» Task prompt
Line by line, retype the data exactly as it is given.

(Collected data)
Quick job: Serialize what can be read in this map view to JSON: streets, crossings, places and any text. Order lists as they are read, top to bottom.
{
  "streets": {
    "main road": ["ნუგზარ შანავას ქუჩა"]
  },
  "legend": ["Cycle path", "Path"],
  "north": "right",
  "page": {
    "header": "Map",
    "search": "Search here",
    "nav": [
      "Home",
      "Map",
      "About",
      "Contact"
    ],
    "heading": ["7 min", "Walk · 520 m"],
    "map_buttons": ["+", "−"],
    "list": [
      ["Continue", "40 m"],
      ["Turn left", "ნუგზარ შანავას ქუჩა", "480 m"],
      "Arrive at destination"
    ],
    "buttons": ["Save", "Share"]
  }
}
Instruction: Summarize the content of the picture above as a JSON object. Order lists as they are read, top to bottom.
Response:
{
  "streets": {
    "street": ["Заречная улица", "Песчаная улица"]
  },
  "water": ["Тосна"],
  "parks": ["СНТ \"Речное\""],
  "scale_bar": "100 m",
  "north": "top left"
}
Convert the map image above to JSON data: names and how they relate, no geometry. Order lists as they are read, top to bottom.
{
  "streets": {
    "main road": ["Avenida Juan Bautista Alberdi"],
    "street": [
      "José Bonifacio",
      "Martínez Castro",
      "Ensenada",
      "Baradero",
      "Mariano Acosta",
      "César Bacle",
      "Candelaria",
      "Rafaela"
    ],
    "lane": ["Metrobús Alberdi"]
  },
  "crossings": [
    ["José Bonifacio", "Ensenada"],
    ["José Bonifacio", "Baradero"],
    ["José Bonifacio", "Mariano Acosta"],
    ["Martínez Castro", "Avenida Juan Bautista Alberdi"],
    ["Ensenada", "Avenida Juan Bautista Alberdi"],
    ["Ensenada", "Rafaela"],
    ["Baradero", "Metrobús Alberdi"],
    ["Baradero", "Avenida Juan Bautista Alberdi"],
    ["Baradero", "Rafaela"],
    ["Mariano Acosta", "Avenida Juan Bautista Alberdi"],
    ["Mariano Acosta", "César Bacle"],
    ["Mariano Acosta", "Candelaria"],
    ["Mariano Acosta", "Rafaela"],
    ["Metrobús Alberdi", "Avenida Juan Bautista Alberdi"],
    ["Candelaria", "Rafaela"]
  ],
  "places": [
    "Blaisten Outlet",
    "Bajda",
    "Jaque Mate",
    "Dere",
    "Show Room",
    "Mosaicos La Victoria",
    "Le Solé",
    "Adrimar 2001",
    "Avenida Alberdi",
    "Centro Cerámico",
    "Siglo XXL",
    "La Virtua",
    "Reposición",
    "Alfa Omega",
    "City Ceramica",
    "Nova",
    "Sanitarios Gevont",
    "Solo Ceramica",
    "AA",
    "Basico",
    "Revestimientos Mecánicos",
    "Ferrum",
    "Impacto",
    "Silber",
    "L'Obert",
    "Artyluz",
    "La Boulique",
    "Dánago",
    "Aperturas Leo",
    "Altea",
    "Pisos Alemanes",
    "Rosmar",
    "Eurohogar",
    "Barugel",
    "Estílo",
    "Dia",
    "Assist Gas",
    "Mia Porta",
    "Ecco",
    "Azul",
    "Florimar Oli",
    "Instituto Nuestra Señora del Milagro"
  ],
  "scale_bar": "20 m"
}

» Task output
Quick job: Serialize what can be read in this map view to JSON: streets, crossings, places and any text. Order lists as they are read, top to bottom.
{
  "streets": {
    "main road": ["ნუგზარ შანავას ქუჩა"]
  },
  "legend": ["Cycle path", "Path"],
  "north": "right",
  "page": {
    "header": "Map",
    "search": "Search here",
    "nav": [
      "Home",
      "Map",
      "About",
      "Contact"
    ],
    "heading": ["7 min", "Walk · 520 m"],
    "map_buttons": ["+", "−"],
    "list": [
      ["Continue", "40 m"],
      ["Turn left", "ნუგზარ შანავას ქუჩა", "480 m"],
      "Arrive at destination"
    ],
    "buttons": ["Save", "Share"]
  }
}
Instruction: Summarize the content of the picture above as a JSON object. Order lists as they are read, top to bottom.
Response:
{
  "streets": {
    "street": ["Заречная улица", "Песчаная улица"]
  },
  "water": ["Тосна"],
  "parks": ["СНТ \"Речное\""],
  "scale_bar": "100 m",
  "north": "top left"
}
Convert the map image above to JSON data: names and how they relate, no geometry. Order lists as they are read, top to bottom.
{
  "streets": {
    "main road": ["Avenida Juan Bautista Alberdi"],
    "street": [
      "José Bonifacio",
      "Martínez Castro",
      "Ensenada",
      "Baradero",
      "Mariano Acosta",
      "César Bacle",
      "Candelaria",
      "Rafaela"
    ],
    "lane": ["Metrobús Alberdi"]
  },
  "crossings": [
    ["José Bonifacio", "Ensenada"],
    ["José Bonifacio", "Baradero"],
    ["José Bonifacio", "Mariano Acosta"],
    ["Martínez Castro", "Avenida Juan Bautista Alberdi"],
    ["Ensenada", "Avenida Juan Bautista Alberdi"],
    ["Ensenada", "Rafaela"],
    ["Baradero", "Metrobús Alberdi"],
    ["Baradero", "Avenida Juan Bautista Alberdi"],
    ["Baradero", "Rafaela"],
    ["Mariano Acosta", "Avenida Juan Bautista Alberdi"],
    ["Mariano Acosta", "César Bacle"],
    ["Mariano Acosta", "Candelaria"],
    ["Mariano Acosta", "Rafaela"],
    ["Metrobús Alberdi", "Avenida Juan Bautista Alberdi"],
    ["Candelaria", "Rafaela"]
  ],
  "places": [
    "Blaisten Outlet",
    "Bajda",
    "Jaque Mate",
    "Dere",
    "Show Room",
    "Mosaicos La Victoria",
    "Le Solé",
    "Adrimar 2001",
    "Avenida Alberdi",
    "Centro Cerámico",
    "Siglo XXL",
    "La Virtua",
    "Reposición",
    "Alfa Omega",
    "City Ceramica",
    "Nova",
    "Sanitarios Gevont",
    "Solo Ceramica",
    "AA",
    "Basico",
    "Revestimientos Mecánicos",
    "Ferrum",
    "Impacto",
    "Silber",
    "L'Obert",
    "Artyluz",
    "La Boulique",
    "Dánago",
    "Aperturas Leo",
    "Altea",
    "Pisos Alemanes",
    "Rosmar",
    "Eurohogar",
    "Barugel",
    "Estílo",
    "Dia",
    "Assist Gas",
    "Mia Porta",
    "Ecco",
    "Azul",
    "Florimar Oli",
    "Instituto Nuestra Señora del Milagro"
  ],
  "scale_bar": "20 m"
}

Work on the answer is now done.